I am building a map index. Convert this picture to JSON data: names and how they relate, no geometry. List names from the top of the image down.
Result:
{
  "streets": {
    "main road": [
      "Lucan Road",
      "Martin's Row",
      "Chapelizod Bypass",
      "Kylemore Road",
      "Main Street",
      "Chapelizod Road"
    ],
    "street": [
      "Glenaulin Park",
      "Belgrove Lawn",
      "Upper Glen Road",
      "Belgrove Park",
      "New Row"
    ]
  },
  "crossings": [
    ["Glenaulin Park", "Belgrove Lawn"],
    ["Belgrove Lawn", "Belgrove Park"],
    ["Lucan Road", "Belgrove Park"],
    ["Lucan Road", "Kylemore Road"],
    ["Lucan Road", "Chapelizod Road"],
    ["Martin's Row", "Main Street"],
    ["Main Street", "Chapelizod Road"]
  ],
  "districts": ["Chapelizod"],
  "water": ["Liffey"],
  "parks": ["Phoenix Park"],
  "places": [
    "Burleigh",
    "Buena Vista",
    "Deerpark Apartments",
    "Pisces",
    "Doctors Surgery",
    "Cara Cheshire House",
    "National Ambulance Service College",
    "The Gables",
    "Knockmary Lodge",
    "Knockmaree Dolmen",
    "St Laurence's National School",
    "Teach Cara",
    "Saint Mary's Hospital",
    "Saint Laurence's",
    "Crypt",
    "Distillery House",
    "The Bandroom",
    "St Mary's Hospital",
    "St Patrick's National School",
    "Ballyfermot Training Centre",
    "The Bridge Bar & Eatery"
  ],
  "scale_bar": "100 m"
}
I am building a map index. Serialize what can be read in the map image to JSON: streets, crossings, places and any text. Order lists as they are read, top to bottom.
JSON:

▶ [Task to carry out] An exact reproduction of the listing is needed.

▶ [Exercise answer]
I am building a map index. Convert this picture to JSON data: names and how they relate, no geometry. List names from the top of the image down.
Result:
{
  "streets": {
    "main road": [
      "Lucan Road",
      "Martin's Row",
      "Chapelizod Bypass",
      "Kylemore Road",
      "Main Street",
      "Chapelizod Road"
    ],
    "street": [
      "Glenaulin Park",
      "Belgrove Lawn",
      "Upper Glen Road",
      "Belgrove Park",
      "New Row"
    ]
  },
  "crossings": [
    ["Glenaulin Park", "Belgrove Lawn"],
    ["Belgrove Lawn", "Belgrove Park"],
    ["Lucan Road", "Belgrove Park"],
    ["Lucan Road", "Kylemore Road"],
    ["Lucan Road", "Chapelizod Road"],
    ["Martin's Row", "Main Street"],
    ["Main Street", "Chapelizod Road"]
  ],
  "districts": ["Chapelizod"],
  "water": ["Liffey"],
  "parks": ["Phoenix Park"],
  "places": [
    "Burleigh",
    "Buena Vista",
    "Deerpark Apartments",
    "Pisces",
    "Doctors Surgery",
    "Cara Cheshire House",
    "National Ambulance Service College",
    "The Gables",
    "Knockmary Lodge",
    "Knockmaree Dolmen",
    "St Laurence's National School",
    "Teach Cara",
    "Saint Mary's Hospital",
    "Saint Laurence's",
    "Crypt",
    "Distillery House",
    "The Bandroom",
    "St Mary's Hospital",
    "St Patrick's National School",
    "Ballyfermot Training Centre",
    "The Bridge Bar & Eatery"
  ],
  "scale_bar": "100 m"
}
I am building a map index. Serialize what can be read in the map image to JSON: streets, crossings, places and any text. Order lists as they are read, top to bottom.
JSON:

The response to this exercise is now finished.